Edge AI: Deploying Machine Learning Models at the Edge for Real-Time Intelligence
on Edge ai, Machine learning, Iot, Tensorflow lite, Onnx, Edge computing
Edge AI: Deploying Machine Learning Models at the Edge for Real-Time Intelligence
Running AI at the edge isn’t just about latency—it’s about privacy, reliability, and cost.

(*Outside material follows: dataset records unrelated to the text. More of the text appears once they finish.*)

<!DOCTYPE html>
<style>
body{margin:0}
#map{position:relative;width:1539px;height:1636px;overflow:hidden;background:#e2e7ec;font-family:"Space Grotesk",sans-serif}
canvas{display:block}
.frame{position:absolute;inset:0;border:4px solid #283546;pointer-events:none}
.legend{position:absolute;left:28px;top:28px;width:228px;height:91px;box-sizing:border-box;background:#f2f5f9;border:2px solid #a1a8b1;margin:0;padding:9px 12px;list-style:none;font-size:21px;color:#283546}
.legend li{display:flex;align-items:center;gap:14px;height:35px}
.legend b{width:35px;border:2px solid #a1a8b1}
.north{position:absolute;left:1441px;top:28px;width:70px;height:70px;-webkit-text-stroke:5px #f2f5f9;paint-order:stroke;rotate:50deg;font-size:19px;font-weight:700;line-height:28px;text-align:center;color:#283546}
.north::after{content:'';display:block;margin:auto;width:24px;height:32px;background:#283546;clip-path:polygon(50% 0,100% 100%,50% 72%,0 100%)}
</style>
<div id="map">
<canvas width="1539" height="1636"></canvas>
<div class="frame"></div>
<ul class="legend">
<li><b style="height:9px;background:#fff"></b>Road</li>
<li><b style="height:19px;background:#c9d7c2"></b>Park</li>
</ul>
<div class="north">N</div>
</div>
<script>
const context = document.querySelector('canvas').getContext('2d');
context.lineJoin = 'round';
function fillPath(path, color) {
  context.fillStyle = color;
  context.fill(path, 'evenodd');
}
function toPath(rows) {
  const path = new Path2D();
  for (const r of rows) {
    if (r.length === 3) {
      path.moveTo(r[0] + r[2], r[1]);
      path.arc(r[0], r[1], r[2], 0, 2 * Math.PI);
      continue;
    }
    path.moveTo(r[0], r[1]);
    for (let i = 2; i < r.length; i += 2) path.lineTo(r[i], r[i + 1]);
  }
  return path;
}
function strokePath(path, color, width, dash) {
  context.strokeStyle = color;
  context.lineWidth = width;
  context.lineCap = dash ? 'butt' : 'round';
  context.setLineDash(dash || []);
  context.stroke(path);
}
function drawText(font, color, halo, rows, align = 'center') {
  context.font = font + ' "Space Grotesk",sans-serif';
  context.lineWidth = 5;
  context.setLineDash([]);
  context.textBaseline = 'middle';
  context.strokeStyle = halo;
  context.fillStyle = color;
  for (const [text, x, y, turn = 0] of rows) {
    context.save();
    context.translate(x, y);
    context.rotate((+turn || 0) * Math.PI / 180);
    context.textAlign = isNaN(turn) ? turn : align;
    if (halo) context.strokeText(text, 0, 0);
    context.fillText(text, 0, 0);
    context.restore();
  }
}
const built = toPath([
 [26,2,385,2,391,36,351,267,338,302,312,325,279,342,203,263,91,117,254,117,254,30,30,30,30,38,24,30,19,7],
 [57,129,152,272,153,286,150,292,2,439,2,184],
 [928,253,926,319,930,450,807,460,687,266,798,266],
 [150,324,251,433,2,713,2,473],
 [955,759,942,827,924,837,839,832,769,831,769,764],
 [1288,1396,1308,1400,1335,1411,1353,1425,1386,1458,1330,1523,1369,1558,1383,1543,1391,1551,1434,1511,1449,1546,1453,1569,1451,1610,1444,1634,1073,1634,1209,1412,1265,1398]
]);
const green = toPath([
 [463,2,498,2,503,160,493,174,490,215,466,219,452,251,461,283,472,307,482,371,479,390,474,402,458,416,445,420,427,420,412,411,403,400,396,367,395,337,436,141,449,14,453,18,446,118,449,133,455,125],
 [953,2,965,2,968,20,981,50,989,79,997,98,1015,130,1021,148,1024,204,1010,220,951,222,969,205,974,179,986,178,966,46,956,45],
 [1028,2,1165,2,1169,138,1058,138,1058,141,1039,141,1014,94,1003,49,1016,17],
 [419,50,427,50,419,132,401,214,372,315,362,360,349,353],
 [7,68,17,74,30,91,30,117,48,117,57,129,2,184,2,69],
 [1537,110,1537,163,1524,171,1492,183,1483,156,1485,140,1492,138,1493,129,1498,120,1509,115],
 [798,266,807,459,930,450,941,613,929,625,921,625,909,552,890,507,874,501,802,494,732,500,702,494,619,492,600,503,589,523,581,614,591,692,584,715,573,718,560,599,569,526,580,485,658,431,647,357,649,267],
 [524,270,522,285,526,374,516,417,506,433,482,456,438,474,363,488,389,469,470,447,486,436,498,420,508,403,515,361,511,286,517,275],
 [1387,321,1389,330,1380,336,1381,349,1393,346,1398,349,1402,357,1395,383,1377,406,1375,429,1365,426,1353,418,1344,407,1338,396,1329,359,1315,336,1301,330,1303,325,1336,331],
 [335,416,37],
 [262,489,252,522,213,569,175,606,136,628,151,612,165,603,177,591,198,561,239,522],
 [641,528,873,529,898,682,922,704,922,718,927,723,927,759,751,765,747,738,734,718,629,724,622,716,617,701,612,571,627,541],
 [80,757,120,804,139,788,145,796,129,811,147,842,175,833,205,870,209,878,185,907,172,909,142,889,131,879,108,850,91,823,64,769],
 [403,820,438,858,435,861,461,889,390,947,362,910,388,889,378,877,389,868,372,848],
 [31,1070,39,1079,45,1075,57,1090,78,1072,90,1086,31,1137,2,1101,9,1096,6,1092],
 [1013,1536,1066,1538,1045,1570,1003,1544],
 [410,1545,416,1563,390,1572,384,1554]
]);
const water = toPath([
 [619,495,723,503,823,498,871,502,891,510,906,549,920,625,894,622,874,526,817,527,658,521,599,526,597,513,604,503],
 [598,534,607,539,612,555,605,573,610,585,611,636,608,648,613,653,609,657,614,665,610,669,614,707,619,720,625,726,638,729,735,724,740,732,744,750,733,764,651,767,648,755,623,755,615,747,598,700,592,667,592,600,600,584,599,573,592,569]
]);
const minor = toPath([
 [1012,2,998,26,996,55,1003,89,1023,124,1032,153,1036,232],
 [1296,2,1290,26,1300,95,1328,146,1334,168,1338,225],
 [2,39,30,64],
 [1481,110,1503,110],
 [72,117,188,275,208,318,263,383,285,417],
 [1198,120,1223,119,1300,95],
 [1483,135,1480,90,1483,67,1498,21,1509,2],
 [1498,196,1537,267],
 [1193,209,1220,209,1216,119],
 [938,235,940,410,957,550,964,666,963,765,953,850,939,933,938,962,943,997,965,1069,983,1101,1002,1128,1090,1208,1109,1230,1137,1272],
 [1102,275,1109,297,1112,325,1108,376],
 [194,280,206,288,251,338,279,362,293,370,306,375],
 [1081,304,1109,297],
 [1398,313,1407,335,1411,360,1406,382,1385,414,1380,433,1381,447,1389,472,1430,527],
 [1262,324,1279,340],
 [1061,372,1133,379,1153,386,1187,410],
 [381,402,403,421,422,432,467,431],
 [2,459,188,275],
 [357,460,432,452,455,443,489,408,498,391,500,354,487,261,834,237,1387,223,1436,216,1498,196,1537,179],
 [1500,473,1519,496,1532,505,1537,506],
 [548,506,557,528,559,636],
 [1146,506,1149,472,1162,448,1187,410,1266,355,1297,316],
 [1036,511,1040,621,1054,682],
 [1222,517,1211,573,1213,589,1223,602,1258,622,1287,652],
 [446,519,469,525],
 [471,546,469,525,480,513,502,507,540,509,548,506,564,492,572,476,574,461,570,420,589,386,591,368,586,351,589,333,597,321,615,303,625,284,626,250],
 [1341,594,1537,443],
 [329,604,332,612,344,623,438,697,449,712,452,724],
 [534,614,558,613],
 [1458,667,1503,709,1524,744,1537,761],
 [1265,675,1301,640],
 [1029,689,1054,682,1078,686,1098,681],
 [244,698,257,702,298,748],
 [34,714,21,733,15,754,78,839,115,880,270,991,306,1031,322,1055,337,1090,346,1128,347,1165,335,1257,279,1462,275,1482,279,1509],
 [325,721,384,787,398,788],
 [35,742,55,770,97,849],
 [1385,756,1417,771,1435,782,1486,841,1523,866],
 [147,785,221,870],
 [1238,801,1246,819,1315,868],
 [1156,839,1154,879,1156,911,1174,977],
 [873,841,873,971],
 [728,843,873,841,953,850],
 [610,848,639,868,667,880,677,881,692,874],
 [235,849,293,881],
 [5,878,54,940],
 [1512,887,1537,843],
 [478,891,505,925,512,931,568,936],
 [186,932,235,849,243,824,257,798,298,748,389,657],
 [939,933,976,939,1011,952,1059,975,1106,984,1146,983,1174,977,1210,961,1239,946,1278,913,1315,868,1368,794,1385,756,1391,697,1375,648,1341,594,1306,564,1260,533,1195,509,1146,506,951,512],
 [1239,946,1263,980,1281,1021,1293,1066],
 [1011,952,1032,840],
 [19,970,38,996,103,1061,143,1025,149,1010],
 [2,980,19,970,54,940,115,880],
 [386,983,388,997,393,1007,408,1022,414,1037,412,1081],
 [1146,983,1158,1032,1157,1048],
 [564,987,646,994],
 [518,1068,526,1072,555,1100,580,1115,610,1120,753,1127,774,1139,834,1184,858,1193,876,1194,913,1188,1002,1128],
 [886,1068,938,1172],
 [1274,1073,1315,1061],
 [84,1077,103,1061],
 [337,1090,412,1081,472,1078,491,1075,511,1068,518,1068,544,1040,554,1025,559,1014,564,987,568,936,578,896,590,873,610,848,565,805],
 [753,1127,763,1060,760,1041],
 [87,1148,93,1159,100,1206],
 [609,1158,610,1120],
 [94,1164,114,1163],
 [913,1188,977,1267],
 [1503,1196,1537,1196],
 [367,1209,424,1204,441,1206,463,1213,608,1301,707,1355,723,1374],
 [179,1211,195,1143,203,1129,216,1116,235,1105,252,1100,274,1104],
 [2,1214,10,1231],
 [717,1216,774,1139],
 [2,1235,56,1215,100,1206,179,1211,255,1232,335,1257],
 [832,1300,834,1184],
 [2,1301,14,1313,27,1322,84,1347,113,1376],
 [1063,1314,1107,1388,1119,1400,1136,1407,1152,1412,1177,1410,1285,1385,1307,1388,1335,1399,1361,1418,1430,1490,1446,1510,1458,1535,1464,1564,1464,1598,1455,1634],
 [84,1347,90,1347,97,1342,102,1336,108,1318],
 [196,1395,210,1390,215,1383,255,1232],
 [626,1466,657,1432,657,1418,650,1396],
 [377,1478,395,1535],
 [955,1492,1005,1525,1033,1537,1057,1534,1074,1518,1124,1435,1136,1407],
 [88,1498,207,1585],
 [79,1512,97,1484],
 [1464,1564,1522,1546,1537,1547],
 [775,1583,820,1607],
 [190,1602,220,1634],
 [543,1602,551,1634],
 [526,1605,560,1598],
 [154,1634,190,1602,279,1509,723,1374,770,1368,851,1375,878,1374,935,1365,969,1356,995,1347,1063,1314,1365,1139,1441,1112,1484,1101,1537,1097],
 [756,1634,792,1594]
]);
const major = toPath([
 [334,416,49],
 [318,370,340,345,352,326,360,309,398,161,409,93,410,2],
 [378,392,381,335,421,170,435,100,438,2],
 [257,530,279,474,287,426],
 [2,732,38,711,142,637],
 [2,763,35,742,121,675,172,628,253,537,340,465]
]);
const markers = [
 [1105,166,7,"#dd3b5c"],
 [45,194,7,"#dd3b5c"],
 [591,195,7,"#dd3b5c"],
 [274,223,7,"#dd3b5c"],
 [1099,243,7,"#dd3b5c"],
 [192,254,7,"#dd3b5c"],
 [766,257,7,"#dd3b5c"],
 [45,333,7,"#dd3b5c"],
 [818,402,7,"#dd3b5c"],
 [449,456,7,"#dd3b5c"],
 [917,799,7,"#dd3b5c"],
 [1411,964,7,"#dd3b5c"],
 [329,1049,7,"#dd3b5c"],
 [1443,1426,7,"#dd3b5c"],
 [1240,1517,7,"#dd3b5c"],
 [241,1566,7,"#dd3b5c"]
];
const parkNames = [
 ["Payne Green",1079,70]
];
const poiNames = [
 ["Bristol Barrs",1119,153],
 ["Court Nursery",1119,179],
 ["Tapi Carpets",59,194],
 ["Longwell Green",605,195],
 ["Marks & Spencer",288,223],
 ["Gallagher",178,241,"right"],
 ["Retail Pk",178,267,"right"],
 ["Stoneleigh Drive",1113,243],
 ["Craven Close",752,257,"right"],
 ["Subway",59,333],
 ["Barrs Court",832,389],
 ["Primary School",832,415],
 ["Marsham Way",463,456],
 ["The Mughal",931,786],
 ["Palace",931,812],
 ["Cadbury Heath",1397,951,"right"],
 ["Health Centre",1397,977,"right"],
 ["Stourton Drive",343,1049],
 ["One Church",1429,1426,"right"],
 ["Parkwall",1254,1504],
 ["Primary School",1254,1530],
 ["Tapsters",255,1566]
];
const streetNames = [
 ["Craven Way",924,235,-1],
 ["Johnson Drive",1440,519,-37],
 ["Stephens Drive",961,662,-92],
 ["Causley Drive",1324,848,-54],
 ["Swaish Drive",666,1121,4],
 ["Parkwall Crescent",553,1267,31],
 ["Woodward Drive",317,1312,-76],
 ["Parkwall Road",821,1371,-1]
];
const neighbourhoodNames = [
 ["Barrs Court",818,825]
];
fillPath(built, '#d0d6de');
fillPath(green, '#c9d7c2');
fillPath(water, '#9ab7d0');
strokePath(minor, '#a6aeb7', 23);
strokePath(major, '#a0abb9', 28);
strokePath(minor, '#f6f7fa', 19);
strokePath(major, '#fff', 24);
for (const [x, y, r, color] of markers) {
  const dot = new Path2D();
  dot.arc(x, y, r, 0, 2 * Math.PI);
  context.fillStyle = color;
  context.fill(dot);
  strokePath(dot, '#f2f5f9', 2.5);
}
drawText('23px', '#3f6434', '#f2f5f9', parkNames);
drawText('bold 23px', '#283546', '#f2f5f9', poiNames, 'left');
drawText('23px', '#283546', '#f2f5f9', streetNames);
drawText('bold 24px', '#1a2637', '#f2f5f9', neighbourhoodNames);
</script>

This guide covers the complete journey from model optimization to deploying AI on edge devices.
Photo by Alexandre Debiève on Unsplash
Why Edge AI?
Latency: Process data in milliseconds, not seconds.
Privacy: Data never leaves the device.
Reliability: Works offline—no cloud dependency.
Cost: No per-inference cloud charges.
Edge AI Architecture
┌─────────────────────────────────────────────────────────┐
│ Cloud Layer │
│ ┌─────────────┐ ┌─────────────┐ ┌─────────────────┐ │
│ │ Model │ │ Model │ │ Analytics │ │
│ │ Training │ │ Registry │ │ Dashboard │ │
│ └─────────────┘ └─────────────┘ └─────────────────┘ │
└─────────────────────────────────────────────────────────┘
│
Model Updates
▼
┌─────────────────────────────────────────────────────────┐
│ Edge Gateway │
│ ┌─────────────┐ ┌─────────────┐ ┌─────────────────┐ │
│ │ Model │ │ Inference │ │ Data │ │
│ │ Cache │ │ Engine │ │ Aggregation │ │
│ └─────────────┘ └─────────────┘ └─────────────────┘ │
└─────────────────────────────────────────────────────────┘
│
Inference
▼
┌─────────────────────────────────────────────────────────┐
│ Edge Devices │
│ ┌────────┐ ┌────────┐ ┌────────┐ ┌────────────────┐ │
│ │ Camera │ │ Sensor │ │ Robot │ │ Industrial PLC │ │
│ └────────┘ └────────┘ └────────┘ └────────────────┘ │
└─────────────────────────────────────────────────────────┘
Model Optimization Pipeline
Step 1: Quantization
Reduce model size by 75% with minimal accuracy loss:
import tensorflow as tf
# Post-training quantization
converter = tf.lite.TFLiteConverter.from_saved_model('model/')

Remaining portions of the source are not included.